The issue seems to arise from #41592.

first bad commit: [cec2f5fa639f707b9e8a1ad47b0e0f276c0a3679] REF: handle non-list_like cases upfront in sanitize_array (#38563)

In 1.2.x this object was handled by _try_cast in this else clause. After that change, it's handled by construct_1d_arraylike_from_scalar because is_list_like(data) returns False.

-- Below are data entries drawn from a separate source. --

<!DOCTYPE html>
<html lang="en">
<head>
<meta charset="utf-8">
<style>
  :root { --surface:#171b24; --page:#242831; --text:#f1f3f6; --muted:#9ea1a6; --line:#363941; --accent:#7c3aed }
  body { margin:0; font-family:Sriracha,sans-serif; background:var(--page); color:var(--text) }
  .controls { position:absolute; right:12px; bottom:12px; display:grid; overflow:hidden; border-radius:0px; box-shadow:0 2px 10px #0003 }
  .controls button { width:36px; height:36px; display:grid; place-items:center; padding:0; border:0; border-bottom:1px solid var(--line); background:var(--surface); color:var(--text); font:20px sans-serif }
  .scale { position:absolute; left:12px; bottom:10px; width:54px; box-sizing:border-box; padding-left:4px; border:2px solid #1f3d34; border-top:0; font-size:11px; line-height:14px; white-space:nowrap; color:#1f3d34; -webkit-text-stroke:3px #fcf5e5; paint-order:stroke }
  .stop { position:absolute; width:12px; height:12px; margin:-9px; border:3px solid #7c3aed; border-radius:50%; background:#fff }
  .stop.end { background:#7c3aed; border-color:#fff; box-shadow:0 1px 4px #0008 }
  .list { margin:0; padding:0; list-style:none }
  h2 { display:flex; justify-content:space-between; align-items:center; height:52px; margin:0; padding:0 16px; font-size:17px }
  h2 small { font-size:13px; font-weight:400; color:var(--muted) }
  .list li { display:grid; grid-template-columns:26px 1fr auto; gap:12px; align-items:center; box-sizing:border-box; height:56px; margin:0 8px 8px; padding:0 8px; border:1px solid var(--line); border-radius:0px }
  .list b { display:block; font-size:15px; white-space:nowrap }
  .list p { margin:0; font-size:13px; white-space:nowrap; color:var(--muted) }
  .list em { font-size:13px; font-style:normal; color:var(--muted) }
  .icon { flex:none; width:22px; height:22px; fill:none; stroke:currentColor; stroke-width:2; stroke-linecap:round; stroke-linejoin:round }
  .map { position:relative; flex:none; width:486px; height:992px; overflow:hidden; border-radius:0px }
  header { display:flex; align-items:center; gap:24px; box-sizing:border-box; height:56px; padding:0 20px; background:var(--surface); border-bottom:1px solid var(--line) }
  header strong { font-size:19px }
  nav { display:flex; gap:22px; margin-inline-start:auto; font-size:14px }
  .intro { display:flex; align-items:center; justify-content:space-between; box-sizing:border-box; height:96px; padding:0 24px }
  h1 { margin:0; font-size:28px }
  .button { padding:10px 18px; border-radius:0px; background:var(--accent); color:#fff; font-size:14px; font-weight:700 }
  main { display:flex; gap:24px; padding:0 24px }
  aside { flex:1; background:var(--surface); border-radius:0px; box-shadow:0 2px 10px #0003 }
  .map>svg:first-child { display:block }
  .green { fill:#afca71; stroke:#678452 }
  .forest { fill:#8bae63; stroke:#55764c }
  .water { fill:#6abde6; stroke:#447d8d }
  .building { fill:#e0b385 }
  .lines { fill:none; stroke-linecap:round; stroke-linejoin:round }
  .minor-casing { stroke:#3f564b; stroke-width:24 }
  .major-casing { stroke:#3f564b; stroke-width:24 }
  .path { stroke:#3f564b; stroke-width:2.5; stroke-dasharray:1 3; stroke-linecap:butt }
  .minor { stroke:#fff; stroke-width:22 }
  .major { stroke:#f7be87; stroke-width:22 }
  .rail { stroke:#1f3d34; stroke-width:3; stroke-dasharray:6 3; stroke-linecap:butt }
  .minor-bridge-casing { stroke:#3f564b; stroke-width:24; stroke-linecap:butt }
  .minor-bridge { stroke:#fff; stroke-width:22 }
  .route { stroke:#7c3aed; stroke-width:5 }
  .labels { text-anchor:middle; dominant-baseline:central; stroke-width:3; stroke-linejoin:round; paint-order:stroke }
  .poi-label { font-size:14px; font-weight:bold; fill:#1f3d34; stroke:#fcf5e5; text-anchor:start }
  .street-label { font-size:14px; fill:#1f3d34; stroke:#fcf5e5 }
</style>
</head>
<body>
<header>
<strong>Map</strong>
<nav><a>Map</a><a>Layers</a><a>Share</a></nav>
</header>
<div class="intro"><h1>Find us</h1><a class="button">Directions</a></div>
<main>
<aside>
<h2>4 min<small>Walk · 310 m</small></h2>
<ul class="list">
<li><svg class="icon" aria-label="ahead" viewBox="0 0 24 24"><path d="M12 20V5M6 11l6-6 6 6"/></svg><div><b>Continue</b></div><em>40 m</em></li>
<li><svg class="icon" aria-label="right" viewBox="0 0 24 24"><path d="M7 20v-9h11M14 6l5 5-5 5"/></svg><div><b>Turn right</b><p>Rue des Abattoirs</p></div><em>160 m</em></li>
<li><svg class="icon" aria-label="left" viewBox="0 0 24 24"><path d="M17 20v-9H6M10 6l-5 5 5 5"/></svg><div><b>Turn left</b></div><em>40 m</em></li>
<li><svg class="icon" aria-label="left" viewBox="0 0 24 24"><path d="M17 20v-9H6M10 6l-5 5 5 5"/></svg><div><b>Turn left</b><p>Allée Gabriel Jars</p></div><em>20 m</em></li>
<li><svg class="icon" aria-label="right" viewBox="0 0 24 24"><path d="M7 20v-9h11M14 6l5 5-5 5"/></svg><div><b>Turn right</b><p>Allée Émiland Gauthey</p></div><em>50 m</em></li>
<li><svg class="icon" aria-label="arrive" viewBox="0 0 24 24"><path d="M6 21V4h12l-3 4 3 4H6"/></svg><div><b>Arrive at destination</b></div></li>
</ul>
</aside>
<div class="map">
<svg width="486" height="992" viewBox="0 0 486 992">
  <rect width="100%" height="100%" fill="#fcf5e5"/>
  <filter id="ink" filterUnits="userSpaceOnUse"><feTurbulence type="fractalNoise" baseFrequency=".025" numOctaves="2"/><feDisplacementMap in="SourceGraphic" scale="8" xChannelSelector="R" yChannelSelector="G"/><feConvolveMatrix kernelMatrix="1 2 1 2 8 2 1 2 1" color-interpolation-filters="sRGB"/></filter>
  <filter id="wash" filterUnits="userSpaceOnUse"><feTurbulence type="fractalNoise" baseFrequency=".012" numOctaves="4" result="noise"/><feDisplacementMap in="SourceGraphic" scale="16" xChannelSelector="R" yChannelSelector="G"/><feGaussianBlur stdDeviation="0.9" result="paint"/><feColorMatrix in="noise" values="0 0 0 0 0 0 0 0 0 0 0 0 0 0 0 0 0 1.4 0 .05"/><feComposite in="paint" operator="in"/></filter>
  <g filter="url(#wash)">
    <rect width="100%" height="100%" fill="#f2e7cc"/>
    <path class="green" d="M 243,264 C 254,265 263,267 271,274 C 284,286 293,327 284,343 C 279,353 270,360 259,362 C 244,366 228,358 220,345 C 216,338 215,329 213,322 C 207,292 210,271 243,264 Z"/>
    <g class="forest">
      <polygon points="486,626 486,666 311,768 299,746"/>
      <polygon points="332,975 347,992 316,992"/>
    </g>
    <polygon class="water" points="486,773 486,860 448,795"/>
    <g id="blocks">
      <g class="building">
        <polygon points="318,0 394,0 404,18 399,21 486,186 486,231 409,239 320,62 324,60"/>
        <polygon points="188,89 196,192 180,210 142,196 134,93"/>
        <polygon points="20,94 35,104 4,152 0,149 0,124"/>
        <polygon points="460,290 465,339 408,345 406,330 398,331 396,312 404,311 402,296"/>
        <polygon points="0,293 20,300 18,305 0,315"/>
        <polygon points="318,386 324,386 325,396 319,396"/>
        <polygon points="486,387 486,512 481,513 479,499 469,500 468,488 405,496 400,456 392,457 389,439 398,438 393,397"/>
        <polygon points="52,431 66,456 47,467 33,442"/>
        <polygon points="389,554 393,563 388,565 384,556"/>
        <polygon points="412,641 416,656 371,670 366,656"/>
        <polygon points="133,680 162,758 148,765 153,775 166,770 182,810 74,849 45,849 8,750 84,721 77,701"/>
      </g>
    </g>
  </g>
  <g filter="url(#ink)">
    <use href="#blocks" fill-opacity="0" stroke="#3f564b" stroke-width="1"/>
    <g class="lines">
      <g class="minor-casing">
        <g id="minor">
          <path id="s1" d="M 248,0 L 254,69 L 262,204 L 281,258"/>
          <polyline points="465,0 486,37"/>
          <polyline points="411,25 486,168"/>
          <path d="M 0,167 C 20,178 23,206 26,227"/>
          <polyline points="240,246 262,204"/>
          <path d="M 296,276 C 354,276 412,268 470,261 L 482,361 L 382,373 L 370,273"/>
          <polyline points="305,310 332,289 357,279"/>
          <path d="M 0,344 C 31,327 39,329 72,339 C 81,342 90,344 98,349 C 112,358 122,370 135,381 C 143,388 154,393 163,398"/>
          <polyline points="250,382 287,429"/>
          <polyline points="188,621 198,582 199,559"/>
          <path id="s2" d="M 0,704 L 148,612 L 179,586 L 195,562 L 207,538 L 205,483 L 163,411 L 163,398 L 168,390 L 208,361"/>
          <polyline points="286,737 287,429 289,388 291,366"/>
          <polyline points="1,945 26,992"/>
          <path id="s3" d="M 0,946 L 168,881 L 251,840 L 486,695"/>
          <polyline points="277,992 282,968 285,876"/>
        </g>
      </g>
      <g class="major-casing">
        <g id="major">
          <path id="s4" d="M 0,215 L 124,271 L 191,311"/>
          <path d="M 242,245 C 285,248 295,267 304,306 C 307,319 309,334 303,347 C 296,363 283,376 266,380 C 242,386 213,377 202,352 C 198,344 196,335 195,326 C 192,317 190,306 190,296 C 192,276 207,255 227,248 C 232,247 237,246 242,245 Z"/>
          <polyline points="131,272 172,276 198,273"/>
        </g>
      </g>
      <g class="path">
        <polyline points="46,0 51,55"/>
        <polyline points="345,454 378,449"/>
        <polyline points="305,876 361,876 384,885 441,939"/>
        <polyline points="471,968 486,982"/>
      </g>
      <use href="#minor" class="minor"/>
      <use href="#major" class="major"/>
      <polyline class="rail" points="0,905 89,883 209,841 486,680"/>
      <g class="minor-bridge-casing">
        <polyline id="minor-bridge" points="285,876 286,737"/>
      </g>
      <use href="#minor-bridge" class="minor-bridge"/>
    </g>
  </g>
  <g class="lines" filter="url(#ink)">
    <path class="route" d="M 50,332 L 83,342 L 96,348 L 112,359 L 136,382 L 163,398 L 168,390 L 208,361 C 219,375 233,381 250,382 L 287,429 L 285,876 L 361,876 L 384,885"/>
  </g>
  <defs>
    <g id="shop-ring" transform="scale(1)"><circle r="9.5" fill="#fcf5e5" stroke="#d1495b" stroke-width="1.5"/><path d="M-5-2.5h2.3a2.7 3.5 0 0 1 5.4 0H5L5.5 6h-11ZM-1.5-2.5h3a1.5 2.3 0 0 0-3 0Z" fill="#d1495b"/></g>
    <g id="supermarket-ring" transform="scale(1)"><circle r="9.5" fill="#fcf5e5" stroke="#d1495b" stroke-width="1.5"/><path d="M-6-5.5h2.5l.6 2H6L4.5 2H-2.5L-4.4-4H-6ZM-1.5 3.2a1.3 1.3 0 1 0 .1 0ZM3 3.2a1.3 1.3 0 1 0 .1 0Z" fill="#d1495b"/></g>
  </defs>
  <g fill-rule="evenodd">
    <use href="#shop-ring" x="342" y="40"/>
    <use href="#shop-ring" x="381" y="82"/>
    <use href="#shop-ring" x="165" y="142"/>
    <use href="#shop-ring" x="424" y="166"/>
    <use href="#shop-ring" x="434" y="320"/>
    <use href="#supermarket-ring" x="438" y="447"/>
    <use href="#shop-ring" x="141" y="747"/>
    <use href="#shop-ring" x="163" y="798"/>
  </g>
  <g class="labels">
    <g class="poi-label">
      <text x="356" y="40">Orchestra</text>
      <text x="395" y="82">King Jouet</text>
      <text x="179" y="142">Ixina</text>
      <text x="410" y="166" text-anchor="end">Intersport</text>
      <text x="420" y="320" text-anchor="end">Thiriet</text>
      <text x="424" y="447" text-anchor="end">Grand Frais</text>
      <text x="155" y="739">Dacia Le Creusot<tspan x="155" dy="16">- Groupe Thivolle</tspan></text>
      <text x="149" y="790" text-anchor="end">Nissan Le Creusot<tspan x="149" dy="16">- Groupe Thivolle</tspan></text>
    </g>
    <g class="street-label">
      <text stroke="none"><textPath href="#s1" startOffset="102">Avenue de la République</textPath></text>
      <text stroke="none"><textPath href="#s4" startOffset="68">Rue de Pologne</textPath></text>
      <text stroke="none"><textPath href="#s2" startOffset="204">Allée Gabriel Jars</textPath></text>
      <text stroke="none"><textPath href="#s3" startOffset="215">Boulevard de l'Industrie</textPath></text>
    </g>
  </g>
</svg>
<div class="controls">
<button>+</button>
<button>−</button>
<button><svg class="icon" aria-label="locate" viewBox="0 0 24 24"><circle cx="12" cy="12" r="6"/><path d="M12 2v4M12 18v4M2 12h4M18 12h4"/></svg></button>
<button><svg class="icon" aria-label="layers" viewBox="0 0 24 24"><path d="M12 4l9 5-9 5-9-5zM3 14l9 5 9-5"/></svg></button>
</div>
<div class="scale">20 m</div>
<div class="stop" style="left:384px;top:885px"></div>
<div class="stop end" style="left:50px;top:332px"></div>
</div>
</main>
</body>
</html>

so it appears that the regression could have been caused by the change from lib.is_scalar(data) and index is not None and dtype is not None: to elif not is_list_like(data): causing the change from handled by _try_cast to handled by construct_1d_arraylike_from_scalar as identified. (i've not yet confirmed this)

also tbc is_list_like(my_sequence) returned False for the MRE from https://github.com/pandas-dev/pandas/issues/42549#issuecomment-984620539 in 1.2.5 also.

```python import pandas as pd print(pd.__version__) class MySequence: def __getitem__(self, key): return range(3)[key] def __len__(self): return 3 my_sequence = MySequence() print(pd._libs.lib.is_list_like(my_sequence)) ``` ``` 1.2.5 False ```

good to fix but not needed for 1.3.x

moving off milestone

tbc i've moved off the milestone since IMO the proposed change is not suitable for backport since not only is tested behavior changed (i.e. test_pprint_pathological_object) but also the change is not directly related to the change that caused the regression. The proposed change could, assuming the recursion issue is sorted, be included for 1.4.

If we want to fix this for 1.3.x, we could probably consider re-instating the data = list(data) materialization in sanitize_array from #41592 or reverting the is_list_like back to the is_scalar check, the direct cause of the regression and not make any changes to is_list_like in a patch release.

PRs welcome either way.

bkyryliuk commented 1 year ago

What is a earliest version of pandas that has this issue fixed? Is it affecting 1.4.X ?

MeisterP commented 1 year ago

What is a earliest version of pandas that has this issue fixed? Is it affecting 1.4.X ?

It is still an issue with pandas 2.0.0. It was never fixed.